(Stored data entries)
::::::::::

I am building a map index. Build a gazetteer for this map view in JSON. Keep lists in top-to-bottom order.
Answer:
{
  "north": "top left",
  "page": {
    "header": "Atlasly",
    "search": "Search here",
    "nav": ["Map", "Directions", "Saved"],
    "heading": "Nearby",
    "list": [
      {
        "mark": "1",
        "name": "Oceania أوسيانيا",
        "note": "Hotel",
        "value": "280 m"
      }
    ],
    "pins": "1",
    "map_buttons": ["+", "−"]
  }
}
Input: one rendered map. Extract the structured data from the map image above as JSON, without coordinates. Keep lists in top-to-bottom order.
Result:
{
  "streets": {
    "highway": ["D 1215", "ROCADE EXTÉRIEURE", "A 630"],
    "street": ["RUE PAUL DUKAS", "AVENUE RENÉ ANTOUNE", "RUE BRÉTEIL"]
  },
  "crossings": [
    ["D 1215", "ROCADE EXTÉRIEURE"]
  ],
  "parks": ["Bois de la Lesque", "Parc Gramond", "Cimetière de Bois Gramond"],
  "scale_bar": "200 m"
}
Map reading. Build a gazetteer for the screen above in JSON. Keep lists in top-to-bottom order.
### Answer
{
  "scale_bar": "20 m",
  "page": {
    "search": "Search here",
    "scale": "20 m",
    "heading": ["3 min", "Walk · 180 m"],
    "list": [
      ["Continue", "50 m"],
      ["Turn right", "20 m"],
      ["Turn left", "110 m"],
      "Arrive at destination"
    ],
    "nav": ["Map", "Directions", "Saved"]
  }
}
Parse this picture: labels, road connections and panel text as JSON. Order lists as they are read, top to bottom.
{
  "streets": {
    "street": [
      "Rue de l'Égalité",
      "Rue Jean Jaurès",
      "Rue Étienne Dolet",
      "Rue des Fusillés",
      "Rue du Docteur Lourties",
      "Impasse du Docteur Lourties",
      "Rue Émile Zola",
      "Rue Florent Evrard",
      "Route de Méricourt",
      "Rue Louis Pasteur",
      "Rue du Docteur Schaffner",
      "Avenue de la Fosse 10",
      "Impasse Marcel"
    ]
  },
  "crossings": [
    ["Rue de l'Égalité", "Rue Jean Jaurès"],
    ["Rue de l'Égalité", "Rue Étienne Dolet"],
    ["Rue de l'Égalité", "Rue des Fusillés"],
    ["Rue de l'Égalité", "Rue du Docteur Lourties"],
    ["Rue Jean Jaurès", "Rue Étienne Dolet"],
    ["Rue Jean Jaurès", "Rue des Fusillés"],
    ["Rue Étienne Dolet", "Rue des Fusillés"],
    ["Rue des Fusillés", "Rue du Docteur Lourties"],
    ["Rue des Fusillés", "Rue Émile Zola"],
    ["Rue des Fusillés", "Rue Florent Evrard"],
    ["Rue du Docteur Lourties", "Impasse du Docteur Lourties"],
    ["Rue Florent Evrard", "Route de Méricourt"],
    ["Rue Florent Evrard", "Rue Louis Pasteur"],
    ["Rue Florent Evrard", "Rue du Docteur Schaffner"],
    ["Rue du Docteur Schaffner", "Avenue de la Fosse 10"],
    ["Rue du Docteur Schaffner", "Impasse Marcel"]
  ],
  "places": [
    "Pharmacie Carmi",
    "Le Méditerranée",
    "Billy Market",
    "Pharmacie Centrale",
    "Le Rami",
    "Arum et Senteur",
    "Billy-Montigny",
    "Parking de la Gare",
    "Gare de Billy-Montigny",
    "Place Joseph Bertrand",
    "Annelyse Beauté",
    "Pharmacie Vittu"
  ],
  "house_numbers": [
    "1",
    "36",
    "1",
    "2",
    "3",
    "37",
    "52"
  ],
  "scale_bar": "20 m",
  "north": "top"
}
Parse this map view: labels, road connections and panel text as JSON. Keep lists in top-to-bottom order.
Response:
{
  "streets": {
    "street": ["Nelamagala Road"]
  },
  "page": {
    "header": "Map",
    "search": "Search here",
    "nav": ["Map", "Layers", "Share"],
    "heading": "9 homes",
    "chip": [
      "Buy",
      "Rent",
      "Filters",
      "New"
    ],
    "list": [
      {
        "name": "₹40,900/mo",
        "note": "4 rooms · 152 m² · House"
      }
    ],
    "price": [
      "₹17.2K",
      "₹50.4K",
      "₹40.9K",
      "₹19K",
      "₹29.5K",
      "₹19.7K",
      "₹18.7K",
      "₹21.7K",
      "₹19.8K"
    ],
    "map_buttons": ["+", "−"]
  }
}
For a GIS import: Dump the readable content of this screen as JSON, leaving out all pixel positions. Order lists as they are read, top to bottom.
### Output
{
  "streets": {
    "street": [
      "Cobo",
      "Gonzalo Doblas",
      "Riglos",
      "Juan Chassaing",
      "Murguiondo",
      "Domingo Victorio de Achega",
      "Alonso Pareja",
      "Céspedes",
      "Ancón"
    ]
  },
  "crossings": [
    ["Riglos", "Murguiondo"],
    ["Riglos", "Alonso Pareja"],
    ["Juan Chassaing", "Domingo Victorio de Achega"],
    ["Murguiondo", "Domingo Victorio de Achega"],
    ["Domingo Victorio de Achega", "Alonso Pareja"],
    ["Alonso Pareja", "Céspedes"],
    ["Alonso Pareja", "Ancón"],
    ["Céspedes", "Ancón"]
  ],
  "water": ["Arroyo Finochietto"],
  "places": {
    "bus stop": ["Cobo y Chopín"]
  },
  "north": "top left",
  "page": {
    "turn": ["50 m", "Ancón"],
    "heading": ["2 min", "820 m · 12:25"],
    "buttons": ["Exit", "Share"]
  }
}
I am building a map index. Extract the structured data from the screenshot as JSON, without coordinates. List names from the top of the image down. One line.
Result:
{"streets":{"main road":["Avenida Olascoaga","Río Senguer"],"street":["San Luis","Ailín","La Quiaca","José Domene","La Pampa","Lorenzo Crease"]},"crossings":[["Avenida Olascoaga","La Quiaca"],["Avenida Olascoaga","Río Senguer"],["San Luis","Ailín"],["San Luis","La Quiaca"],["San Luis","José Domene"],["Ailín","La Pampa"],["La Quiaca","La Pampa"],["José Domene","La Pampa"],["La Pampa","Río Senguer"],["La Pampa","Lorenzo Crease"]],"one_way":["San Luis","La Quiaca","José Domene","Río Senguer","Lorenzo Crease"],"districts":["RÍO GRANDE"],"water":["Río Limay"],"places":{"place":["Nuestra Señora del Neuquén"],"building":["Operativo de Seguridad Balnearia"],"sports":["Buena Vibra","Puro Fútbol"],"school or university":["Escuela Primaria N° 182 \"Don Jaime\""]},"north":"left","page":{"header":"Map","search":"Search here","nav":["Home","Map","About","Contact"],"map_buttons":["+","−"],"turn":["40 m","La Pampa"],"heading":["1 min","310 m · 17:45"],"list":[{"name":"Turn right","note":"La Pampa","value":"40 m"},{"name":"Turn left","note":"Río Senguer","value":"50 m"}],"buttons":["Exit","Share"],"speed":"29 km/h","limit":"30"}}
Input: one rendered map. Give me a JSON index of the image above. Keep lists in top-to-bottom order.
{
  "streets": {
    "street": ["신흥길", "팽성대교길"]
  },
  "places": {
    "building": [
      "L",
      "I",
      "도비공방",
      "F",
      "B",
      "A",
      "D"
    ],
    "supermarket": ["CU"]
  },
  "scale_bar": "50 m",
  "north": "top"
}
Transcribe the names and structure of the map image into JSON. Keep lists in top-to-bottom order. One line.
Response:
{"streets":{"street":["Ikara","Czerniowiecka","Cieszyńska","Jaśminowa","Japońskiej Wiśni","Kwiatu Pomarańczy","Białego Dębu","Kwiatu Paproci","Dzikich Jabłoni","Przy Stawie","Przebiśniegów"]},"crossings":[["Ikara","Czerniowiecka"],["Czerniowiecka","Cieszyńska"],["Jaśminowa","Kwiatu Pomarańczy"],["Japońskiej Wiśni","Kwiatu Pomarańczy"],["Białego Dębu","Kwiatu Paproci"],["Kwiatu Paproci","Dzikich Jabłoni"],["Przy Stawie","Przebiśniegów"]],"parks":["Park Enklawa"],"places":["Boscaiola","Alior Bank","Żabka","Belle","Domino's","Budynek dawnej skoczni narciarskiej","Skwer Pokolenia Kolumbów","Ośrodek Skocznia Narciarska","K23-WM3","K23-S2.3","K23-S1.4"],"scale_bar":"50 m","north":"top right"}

::::::::::

:: TASK DETAILS ::
All lines above between those holding "For a GIS import: Dump" and "I am building a map index. Extract", inclusive, must be set down unchanged, and no other line may be included.

:: EXPECTED ANSWER ::
For a GIS import: Dump the readable content of this screen as JSON, leaving out all pixel positions. Order lists as they are read, top to bottom.
### Output
{
  "streets": {
    "street": [
      "Cobo",
      "Gonzalo Doblas",
      "Riglos",
      "Juan Chassaing",
      "Murguiondo",
      "Domingo Victorio de Achega",
      "Alonso Pareja",
      "Céspedes",
      "Ancón"
    ]
  },
  "crossings": [
    ["Riglos", "Murguiondo"],
    ["Riglos", "Alonso Pareja"],
    ["Juan Chassaing", "Domingo Victorio de Achega"],
    ["Murguiondo", "Domingo Victorio de Achega"],
    ["Domingo Victorio de Achega", "Alonso Pareja"],
    ["Alonso Pareja", "Céspedes"],
    ["Alonso Pareja", "Ancón"],
    ["Céspedes", "Ancón"]
  ],
  "water": ["Arroyo Finochietto"],
  "places": {
    "bus stop": ["Cobo y Chopín"]
  },
  "north": "top left",
  "page": {
    "turn": ["50 m", "Ancón"],
    "heading": ["2 min", "820 m · 12:25"],
    "buttons": ["Exit", "Share"]
  }
}
I am building a map index. Extract the structured data from the screenshot as JSON, without coordinates. List names from the top of the image down. One line.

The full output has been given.